Dopo una stagione passata in Spagna, causa lock-out, Kyle Singler, seconda scelta nel 2011, sta impressionando a Detroit. I Pistons stanno andando a dir poco male, ma nel nuovo corso attuato da Dumars, l’ex Blue Devil troverà sicuramente spazio. Ad oggi contribuisce alla causa con 10 ppg, tirando il 50% dal campo e il 44% da tre, il tutto in 27′ di gioco.

Altra sorpresa, forse più per gli americani che per noi europei, e il russo Alexey Shved. Partito con pochi minuti a disposizione, grazie ad ottime prestazioni, ha conquistato fiducia e spazio nelle rotazioni di coach Adelman. Segna 10.4 ppg, ai quali aggiunge quasi 4 ast; se i T’Wolves nonostante l’infermeria stracolma sono ancora in linea per un approdo alla postseason, il merito è soprattutto della coppia arrivata dalla Russia.

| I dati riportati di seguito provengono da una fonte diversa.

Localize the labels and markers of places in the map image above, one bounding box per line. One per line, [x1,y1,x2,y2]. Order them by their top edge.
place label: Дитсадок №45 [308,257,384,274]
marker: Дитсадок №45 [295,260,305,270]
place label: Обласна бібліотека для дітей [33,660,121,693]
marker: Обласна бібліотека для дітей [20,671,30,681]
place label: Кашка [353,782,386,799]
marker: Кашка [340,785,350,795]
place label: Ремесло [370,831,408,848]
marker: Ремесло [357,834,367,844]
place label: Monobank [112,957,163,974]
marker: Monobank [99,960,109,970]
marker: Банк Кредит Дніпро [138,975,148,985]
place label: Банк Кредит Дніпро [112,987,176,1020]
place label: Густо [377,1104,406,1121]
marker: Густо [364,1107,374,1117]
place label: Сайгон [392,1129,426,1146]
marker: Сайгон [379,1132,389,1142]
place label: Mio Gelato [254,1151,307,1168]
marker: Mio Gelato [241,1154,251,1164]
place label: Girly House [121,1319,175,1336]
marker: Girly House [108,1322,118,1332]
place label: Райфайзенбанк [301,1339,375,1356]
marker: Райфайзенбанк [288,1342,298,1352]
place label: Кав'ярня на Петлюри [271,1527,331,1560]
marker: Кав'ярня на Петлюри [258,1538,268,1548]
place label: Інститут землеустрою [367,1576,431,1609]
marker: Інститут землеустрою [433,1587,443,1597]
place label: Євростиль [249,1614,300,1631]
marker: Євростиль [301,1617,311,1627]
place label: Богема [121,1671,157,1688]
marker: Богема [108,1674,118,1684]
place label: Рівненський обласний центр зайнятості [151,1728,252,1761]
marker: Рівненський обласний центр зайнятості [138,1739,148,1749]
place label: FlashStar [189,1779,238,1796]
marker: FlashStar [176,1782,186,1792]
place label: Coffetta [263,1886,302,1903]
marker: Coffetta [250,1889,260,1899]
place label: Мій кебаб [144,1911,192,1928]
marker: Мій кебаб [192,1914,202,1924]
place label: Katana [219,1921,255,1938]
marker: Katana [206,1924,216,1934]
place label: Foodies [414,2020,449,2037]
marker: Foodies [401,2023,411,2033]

E per rimanere in tema di paesi freddi, l’ultimo giocatore che analizziamo è lo svedese Jeff Taylor. Dopo aver fatto vedere buone cose a Vanderbilt, è arrivato nella disastrata Charlotte e ha saputo subito conquistarsi il posto in quintetto. Segna più di 8 ppg, con un discreto 38% da dietro l’arco. E se i Bobcats non sono più inguardabili, un po’ di merito è anche il suo.

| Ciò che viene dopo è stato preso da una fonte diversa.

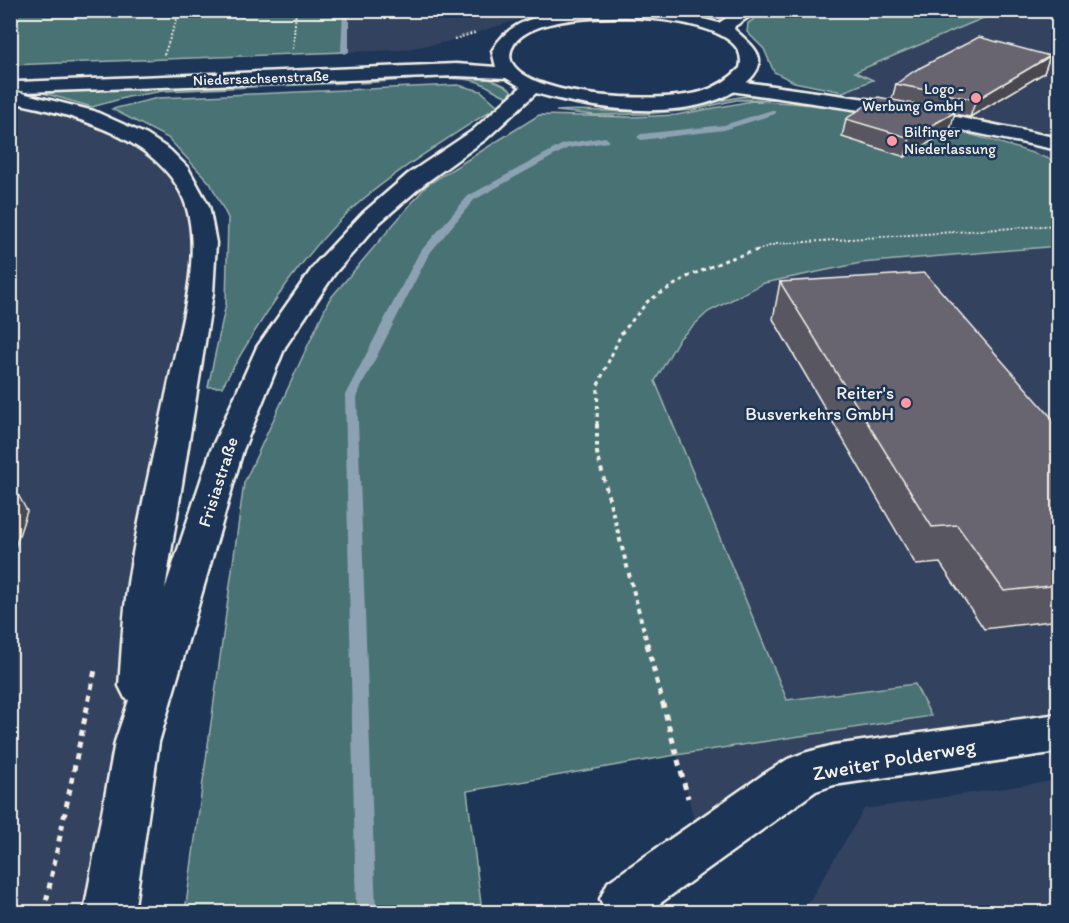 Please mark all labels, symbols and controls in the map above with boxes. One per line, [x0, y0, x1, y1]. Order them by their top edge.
street label: Niedersachsenstraße [193, 67, 329, 89]
place label: Logo - Werbung GmbH [862, 80, 964, 115]
marker: Logo - Werbung GmbH [969, 91, 983, 105]
place label: Bilfinger Niederlassung [904, 123, 996, 158]
marker: Bilfinger Niederlassung [885, 134, 899, 148]
place label: Reiter's Busverkehrs GmbH [745, 382, 894, 425]
marker: Reiter's Busverkehrs GmbH [899, 396, 913, 410]
street label: Frisiastraße [193, 434, 243, 530]
street label: Zweiter Polderweg [810, 732, 978, 786]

Al momento sono questi i giocatori che più hanno impressionato in positivo e negativo in queste prima parte di stagione. Ma di partite da giocare ce ne sono ancora molte, e sicuramente con il passare del tempo altri talenti sapranno mettersi in mostra, magari riscattando un inizio opaco, o candidandosi a “steal of the draft”.

Finisse ora la stagione, il Rookie of the Year sarebbe senz’altro Damien Lillard, ma i premi si assegnano a fine anno…

2 thoughts on “NBA Rookie Report: un primo bilancio

  1. Drummond merita cmq una menzione , non ha molto spazio ma quei pochi minuti che gioca si fa notare e se continuano a dosarlo senza bruciarlo è uno dei migliori , senz’altro uno dei più futuribili ma anche adesso incide abbastanza.

  2. giustissimo, ma quasi non sapevo dove inserirlo, visto che non è ancora ne delusione, ne nota particolarmente positiva. ci saranno altri report, e magari se ne riparlerà!